##### Data extract #####
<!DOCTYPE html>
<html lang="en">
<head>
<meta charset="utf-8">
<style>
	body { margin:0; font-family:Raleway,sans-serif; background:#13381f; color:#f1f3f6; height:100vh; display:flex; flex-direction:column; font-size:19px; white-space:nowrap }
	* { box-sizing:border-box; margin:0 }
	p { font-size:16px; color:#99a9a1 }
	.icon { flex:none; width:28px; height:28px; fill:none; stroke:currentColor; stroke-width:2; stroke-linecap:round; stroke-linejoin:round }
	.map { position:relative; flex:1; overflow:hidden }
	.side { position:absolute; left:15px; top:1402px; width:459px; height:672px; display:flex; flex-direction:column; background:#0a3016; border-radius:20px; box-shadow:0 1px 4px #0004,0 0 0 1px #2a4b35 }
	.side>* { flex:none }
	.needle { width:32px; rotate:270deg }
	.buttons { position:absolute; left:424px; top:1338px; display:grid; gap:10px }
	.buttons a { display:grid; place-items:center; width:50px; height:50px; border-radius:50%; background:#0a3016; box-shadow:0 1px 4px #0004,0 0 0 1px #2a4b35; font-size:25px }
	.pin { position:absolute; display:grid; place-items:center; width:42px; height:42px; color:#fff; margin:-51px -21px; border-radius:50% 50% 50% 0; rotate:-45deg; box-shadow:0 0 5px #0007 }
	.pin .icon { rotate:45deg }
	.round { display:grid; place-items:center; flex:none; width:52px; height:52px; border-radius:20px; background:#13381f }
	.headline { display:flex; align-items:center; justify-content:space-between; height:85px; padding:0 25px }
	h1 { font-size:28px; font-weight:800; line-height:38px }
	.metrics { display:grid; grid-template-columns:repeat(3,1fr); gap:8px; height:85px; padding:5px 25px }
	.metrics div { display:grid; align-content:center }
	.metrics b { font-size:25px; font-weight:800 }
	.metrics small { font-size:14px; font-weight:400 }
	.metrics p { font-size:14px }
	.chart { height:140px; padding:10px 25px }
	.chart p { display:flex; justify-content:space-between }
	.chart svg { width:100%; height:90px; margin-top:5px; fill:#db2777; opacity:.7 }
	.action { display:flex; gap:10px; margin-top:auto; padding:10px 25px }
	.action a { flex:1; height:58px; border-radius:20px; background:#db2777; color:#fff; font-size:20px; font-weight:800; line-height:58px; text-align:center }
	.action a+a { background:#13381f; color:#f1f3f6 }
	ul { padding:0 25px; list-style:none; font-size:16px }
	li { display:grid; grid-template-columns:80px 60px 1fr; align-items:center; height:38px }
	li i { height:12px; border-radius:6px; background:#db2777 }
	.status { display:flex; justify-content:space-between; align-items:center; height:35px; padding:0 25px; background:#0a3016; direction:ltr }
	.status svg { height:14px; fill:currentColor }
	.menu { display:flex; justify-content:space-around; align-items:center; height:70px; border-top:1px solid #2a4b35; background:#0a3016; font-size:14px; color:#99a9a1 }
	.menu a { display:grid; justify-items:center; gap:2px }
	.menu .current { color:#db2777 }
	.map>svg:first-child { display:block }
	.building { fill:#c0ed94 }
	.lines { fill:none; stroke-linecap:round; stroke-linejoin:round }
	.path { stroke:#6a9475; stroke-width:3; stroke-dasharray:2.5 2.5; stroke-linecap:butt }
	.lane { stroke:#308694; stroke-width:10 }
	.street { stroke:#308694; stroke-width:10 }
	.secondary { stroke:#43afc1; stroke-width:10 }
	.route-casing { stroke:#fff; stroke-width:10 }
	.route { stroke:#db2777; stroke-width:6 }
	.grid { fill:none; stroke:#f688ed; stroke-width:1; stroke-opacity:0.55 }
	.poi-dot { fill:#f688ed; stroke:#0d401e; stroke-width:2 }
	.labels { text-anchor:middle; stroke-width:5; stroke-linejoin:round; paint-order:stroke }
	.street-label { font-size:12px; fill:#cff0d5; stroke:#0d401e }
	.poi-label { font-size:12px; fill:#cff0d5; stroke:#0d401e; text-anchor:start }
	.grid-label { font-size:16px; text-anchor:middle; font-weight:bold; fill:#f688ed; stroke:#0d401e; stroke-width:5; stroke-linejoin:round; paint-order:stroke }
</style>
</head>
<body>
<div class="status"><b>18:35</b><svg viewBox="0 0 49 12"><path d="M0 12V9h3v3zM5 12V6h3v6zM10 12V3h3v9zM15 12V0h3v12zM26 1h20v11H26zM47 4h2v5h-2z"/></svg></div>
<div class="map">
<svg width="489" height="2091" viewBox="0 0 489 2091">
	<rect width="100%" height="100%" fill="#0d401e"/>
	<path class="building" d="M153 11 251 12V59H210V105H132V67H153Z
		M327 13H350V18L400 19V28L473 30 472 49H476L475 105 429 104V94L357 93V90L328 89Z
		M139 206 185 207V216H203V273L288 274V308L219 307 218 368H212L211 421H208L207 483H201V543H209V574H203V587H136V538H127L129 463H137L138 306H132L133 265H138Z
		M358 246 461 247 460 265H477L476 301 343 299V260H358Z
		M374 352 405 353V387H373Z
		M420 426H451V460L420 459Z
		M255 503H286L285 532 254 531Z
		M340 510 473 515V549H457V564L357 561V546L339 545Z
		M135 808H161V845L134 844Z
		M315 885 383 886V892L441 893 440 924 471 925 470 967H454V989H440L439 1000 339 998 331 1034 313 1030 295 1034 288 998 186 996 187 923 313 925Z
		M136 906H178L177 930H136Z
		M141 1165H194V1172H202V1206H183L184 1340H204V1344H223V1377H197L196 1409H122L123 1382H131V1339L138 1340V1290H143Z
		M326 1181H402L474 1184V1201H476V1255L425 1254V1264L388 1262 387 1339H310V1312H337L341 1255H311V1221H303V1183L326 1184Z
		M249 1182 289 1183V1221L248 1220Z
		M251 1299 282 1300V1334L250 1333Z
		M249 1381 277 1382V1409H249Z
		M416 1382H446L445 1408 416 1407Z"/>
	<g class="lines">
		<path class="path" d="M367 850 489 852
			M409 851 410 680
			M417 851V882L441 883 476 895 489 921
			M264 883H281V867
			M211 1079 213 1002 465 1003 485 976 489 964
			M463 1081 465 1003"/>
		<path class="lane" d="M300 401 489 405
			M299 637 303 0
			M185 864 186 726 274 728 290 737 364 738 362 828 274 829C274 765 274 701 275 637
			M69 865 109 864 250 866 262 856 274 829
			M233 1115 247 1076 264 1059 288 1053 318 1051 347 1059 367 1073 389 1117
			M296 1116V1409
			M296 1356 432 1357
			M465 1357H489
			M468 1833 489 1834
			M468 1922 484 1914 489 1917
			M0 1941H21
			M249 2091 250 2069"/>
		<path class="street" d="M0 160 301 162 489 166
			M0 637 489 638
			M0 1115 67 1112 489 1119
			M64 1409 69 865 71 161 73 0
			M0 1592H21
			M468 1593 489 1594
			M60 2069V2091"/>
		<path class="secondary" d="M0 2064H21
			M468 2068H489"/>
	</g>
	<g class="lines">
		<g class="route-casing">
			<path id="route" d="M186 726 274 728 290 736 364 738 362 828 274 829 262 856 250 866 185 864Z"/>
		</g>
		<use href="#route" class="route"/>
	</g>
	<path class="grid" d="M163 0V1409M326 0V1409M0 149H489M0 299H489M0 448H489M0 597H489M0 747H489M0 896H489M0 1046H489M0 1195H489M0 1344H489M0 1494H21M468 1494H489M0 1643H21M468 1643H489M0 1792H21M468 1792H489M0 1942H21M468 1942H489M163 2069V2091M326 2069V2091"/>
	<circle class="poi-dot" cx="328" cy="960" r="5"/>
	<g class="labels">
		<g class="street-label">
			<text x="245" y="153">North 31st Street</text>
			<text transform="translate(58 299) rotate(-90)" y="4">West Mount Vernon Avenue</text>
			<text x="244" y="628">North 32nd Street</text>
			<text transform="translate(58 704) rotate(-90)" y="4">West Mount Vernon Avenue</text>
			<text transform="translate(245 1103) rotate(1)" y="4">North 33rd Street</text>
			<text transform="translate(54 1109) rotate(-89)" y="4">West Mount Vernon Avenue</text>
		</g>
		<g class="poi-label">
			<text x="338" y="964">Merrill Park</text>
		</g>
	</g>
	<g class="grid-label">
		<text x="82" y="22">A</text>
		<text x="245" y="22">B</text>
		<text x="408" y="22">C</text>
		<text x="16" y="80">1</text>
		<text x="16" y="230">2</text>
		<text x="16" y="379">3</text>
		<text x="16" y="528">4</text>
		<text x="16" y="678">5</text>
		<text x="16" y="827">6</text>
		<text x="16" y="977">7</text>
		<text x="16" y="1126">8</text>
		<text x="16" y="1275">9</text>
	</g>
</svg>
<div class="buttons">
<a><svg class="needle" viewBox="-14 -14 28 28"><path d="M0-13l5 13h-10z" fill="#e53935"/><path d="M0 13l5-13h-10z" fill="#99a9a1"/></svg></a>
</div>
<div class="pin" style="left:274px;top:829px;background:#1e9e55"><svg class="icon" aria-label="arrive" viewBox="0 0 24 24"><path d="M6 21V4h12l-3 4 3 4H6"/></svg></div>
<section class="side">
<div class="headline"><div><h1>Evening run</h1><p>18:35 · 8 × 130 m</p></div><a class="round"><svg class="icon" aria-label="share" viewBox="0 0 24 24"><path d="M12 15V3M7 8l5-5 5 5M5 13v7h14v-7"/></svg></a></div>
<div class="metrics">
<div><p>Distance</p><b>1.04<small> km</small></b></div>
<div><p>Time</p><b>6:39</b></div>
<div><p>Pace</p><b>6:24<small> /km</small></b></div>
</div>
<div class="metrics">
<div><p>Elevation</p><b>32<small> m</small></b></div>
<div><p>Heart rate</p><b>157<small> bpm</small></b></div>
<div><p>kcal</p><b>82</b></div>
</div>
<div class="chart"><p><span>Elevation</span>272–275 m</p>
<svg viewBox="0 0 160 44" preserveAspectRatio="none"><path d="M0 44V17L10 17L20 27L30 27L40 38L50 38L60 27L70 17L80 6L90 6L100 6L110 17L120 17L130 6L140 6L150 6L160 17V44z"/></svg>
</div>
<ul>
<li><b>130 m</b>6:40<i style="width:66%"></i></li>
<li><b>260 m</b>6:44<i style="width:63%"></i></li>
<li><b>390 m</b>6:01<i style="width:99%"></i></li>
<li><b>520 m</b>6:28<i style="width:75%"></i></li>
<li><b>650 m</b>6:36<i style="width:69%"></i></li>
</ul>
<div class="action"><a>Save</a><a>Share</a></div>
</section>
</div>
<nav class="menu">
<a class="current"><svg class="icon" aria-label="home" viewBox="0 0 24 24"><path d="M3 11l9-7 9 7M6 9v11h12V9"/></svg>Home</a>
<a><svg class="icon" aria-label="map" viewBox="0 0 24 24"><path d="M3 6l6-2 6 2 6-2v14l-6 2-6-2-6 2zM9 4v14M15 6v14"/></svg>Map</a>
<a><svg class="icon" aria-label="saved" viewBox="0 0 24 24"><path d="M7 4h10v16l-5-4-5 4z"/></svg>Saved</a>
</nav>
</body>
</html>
#####
● Exercise details: Those lines of the records that contain the string "Elevation" should be identified and copied.

● Task answer:
<div><p>Elevation</p><b>32<small> m</small></b></div>
<div class="chart"><p><span>Elevation</span>272–275 m</p>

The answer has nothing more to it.